L'enquête permet de rapprocher lecturisation et habitus lectoral. Nous avons indiqué ce qu'était une politique de lecturisation telle qu'elle peut se concevoir dans le milieu scolaire et ce que recouvrait l'habitus lectoral, mais sans évoquer la possible influence de la première sur le second. En nous appuyant sur différentes recherches, nous avons rappelé que les enfants des milieux sociaux-culturels favorisés deviennent davantage des lecteurs que les enfants qui n'en sont pas issus. Ils bénéficient d'une forme de politique de lecturisation, non ainsi désignée et le plus souvent non réfléchie parce qu'évidente aux yeux de leurs parents, mise en oeuvre dans le cadre familial. La spécificité de l'école veut que ce qui fonctionne dans l'espace familial ne puisse être transférée à l'identique dans l'espace scolaire.

Pour observer les liens entre une politique de lecturisation au collège et les habitus lectoraux des élèves, il fallait trouver et interroger des jeunes ayant vécu une telle politique lors de leur passage à ce niveau d'enseignement. Cette politique devait pour être retenue offrir une congruence entre les fins, la maîtrise de l'outil qu'est l'écrit pour mieux se penser et penser le monde, et les moyens pédagogiques. Concrètement, la réalité de cette action pour la lecture se mesurait par la plus ou moins grande distance avec les six critères que nous avons cités plus haut. Le non emploi du mot lecturisation pour qualifier une telle politique ne constituait pas un motif de rejet.

L'échantillon d'élèves lecturisés lors de leur passage au collège sera opposé à un autre échantillon dont les élèves n'ont pas connu une telle politique, au moins dans sa globalité. En effet, la politique de lecturisation se différencie davantage par la congruence entre fins et moyens que par des pratiques pédagogiques spécifiques qui, observées l'une après l'autre, sont utilisées par ailleurs, mais, trop souvent, sans la cohérence nécessaire.

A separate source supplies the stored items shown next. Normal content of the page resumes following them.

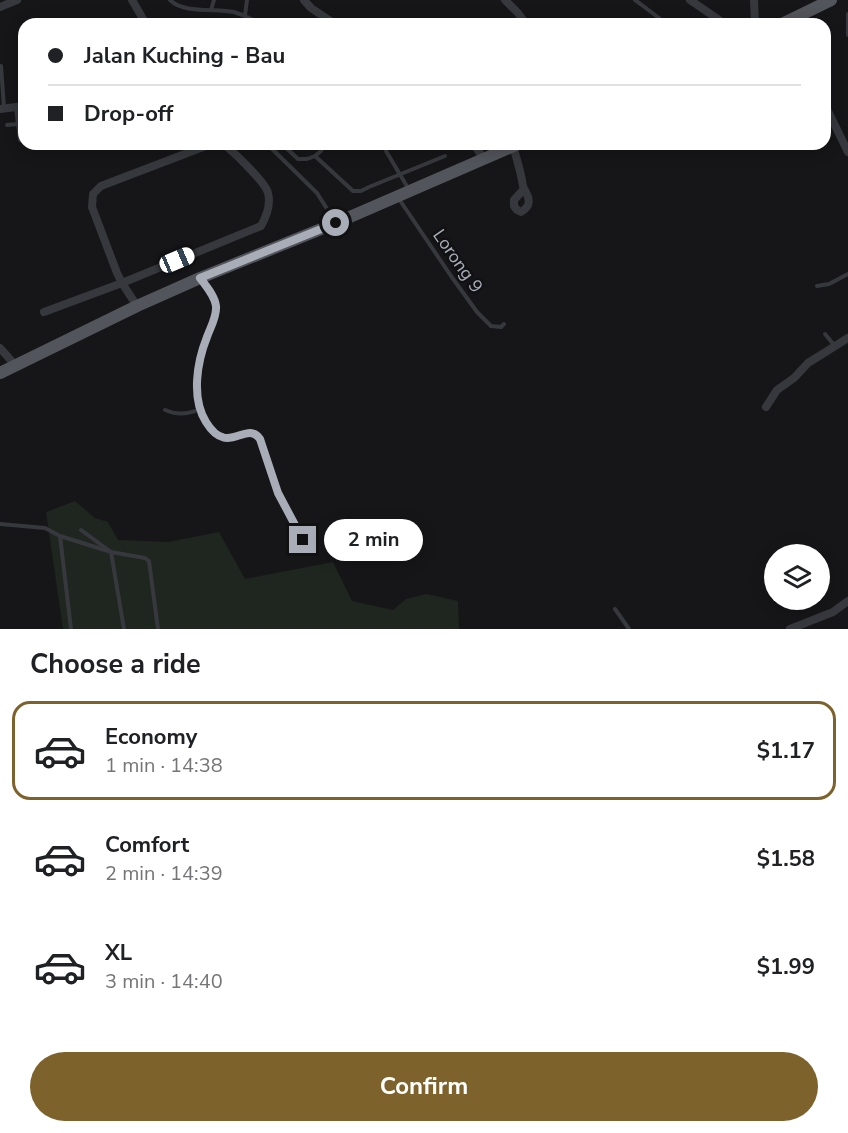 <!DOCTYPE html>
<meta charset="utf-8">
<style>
body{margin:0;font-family:"Nunito Sans",sans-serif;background:#f2f2f2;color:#202124;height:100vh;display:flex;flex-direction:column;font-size:22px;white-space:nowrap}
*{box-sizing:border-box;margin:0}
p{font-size:20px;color:#757577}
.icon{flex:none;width:33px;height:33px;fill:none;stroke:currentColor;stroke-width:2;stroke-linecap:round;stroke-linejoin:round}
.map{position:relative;height:629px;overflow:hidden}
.side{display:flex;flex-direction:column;background:#fff;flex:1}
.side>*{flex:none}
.banner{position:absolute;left:18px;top:18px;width:813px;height:132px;border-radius:18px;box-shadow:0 3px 15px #0003;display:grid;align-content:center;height:132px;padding:0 30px;background:#fff}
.fabs{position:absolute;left:764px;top:544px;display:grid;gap:12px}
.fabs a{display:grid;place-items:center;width:66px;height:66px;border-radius:50%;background:#fff;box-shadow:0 3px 15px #0003;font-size:30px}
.end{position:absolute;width:27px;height:27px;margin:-14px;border:8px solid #a8adb8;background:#111;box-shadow:0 0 0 3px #111}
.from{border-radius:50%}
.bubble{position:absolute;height:42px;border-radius:21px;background:#fff;box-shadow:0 3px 15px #0003;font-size:20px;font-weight:700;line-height:42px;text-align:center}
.car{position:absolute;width:18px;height:36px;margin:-18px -9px;border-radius:8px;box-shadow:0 0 4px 2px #0007;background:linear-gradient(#fff 24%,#345 0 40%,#fff 0 76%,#345 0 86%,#fff 0)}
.banner b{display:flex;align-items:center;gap:21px;height:57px;font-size:22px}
.banner b+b{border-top:2px solid #e0e0e0}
.banner i{width:15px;height:15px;background:#202124}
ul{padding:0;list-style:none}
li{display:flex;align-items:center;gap:18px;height:99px;margin:0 12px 9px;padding:0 18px;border:3px solid transparent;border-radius:18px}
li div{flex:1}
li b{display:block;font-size:22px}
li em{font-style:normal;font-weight:700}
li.on{border-color:#7e622b}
li>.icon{width:54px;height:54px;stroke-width:1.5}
h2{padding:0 30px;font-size:27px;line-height:72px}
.primary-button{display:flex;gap:12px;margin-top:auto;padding:12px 30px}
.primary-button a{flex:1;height:69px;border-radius:36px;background:#7e622b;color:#fff;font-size:24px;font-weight:700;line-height:69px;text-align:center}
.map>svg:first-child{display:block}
.green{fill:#1e261f}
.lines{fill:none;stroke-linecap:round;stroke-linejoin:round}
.service{stroke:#37383d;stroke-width:4}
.minor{stroke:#37383d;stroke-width:8}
.primary{stroke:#53555c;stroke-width:12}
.route{stroke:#a8adb8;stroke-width:8}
.labels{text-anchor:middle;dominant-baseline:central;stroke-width:5;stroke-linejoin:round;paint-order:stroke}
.street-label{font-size:18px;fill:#a8adb8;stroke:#111113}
</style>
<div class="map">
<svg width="848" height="629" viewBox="0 0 848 629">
<rect width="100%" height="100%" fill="#161618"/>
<polygon class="green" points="75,501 95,518 108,522 118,540 168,542 219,532 245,579 333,562 352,601 393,610 406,599 427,594 458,601 459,629 63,629 46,512"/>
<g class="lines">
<g class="service">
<path d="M170,0C184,14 215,8 234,12C244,15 252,19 260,24"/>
<polyline points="635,0 659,18 664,24"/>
<polyline points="211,10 214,0"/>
<polyline points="848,14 848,35"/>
<polyline points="245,15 247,0"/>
<polyline points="1,66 4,107"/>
<polyline points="16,108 20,140"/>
<polyline points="7,125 18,124"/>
<polyline points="267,144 317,193 334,220"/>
<polyline points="282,144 298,159 307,159 315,156 353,191 361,191 369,187 445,156"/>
<polyline points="384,144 386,151 408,188"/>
<polyline points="315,156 321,151 324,144"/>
<polyline points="399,199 451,276 477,312 491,326 501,327 504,324"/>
<polyline points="817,286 829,284 848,274"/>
<polyline points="825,334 834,345"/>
<path d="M200,409C205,420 212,436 224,439C238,442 249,424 260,439L278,493L303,539"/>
<path d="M165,410C176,415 189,414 200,409C197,385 198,363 206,339C209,329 216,319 216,308C215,297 207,287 200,279"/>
<polyline points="0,524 45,528 60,536 71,629"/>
<polyline points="81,530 111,552 145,558 149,561 158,629"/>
<polyline points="60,536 111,552 124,629"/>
<polyline points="615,609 629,629"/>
</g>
<g class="minor">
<polyline points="132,0 146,24"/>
<polyline points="304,0 311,8 335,24"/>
<polyline points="505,0 518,13 526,24"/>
<polyline points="690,0 725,24"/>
<polyline points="754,0 755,24"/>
<polyline points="0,7 17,0"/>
<polyline points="825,105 848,152"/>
<polyline points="0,109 24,106"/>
<polyline points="474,144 483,158"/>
<path d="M513,146C517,160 521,172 523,186C525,192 531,198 528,205C527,208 524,210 521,212L517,210L514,206V200L524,189"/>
<polyline points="137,306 122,283 117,273 92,207 93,194 101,186 211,144"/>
<path d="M44,312L122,283L261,226C266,217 271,204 268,193C266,183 233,151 223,144"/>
<polyline points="0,348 15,365"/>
<polyline points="766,407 777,390 794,378 808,363 848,338"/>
<polyline points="790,629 833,612 848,601"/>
</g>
<g class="primary">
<polyline points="782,24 831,0"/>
<polyline points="0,373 137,306 200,278 336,223 518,144"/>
</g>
</g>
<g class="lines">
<path class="route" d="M303,540L278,493L260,439C246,419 228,458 206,422C191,398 197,362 207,337C210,328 217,317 216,306C215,296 206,286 200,278L336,223"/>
</g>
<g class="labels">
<g class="street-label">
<text transform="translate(458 261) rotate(55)">Lorong 9</text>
</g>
</g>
</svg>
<div class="fabs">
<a><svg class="icon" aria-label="layers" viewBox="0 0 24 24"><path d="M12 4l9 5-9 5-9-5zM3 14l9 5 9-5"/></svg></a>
</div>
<i class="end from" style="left:336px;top:223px"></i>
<i class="end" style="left:303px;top:540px"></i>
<div class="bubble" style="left:324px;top:519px;width:99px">2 min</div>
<i class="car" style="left:177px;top:260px;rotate:67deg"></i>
<div class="banner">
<b><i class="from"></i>Jalan Kuching - Bau</b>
<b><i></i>Drop-off</b>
</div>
</div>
<section class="side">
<h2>Choose a ride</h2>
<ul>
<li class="on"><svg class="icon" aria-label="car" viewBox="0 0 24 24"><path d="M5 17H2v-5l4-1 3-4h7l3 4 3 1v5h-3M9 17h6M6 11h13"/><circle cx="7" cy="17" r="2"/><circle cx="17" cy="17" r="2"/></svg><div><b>Economy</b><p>1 min · 14:38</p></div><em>$1.17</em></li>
<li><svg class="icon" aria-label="car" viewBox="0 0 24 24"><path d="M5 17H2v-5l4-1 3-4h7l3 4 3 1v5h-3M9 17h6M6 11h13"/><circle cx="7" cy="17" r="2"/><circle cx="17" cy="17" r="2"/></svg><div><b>Comfort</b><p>2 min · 14:39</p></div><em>$1.58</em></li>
<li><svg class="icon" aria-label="car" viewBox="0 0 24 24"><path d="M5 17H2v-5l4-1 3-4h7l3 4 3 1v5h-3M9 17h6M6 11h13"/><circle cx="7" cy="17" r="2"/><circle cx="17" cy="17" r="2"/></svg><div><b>XL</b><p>3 min · 14:40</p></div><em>$1.99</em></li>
</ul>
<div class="primary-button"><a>Confirm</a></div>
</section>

Rappelons, avant d'exposer la procédure d'enquête, les précautions méthodologiques à respecter lorsqu'on interroge un individu sur ce qu'il lit. Enquêter sur la lecture nous oblige, comme nous l'avons déjà signalé, à explorer notre propre rapport à la lecture, nos pratiques et les modèles qui façonnent notre représentation du livre et de la lecture. Mieux vaut s'efforcer d'éviter dans la terminologie utilisée pour le questionnement des élèves tout ce qui pourrait laisser penser que l'intervieweur se réfère à un modèle de lecture légitimé. Lorsqu'on interroge des individus sur ce qu'ils lisent, joue ce que Bourdieu (1985, 223) appelle un "effet de légitimité" : ‘"Dès qu'on demande à quelqu'un ce qu'il lit, il entend : qu'est-ce que je lis qui mérite d'être déclaré ? C'est-à-dire : qu'est-ce que je lis en fait de littérature légitime ?". ’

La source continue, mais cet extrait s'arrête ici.